The solution is actually based on Microsoft RDS since XenApp uses Remote Desktop Services to function. Microsoft has a solution that is based on Remote Desktop IP Virtualization enabled and configured through Group Policy. A DHCP scope is created, and users connecting to Session Host servers will receive an IP from that DHCP scope. This can be applied to the whole session or just individual applications.


• DHCP scope (IP pool required to assign virtual IP per session or program).
• Group Policy ( Applied to Session Host servers OU ).
• TCPview program to test virtual IP communication.


Step 1: Create a DHCP scope:

Step 2: Create a GPO either locally on the XenApp servers or in AD, Launch gpedit.msc and navigate to Application Compatibility.

Navigate to Computer configuration -Administrative Templates -Windows Components- Remote Desktop Services -Remote Desktop Session Host -Application Compatibility .

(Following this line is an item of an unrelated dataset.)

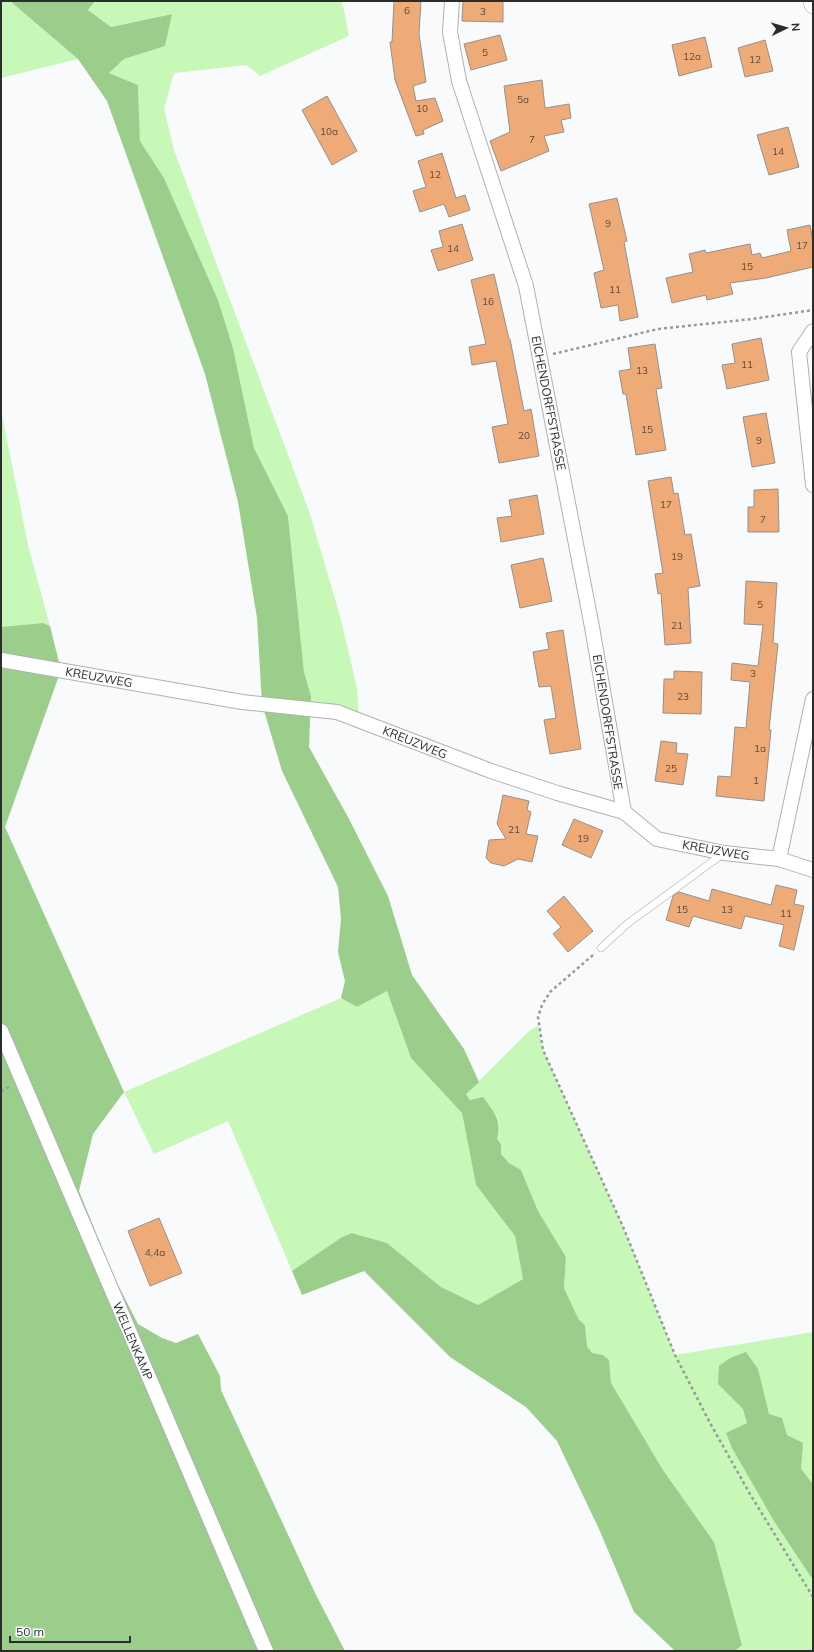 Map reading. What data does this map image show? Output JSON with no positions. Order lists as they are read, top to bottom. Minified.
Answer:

Select Turn on Remote Desktop IP virtualization and click Enabled and select Per session . You can also choose per program and then input the application .exe in the list below it so that will work only for launched applications not the full session,

Step 3: Configure the network adapter for IP Virtualization. Double click or right click “Select the network adapter to be used for Remote Desktop IP Virtualization” (typically XenApp server IP) and select ‘Edit’ option to bring up the GP dialog. a. Select “Enabled” to enable this GP and enter as Network adapter IP address and mask.


• Publish cmd and internet explorer on studio .
• Launch cmd .

Type ipconfig in cmd and note the Virtual IP .

Note down the virtual IP address and launch internet explorer and browse to certificate authority server for example or any IIS server over http and https .

On the certificate authority server launch TCPview to check the connection, notice that the connection is coming from virtual IP on http and https instead of XenApp server IP.


Many legacy applications require a unique IP for every connection either for licensing purposes or just for it to function properly. As we move to web based applications, the need for such features will continue to diminish.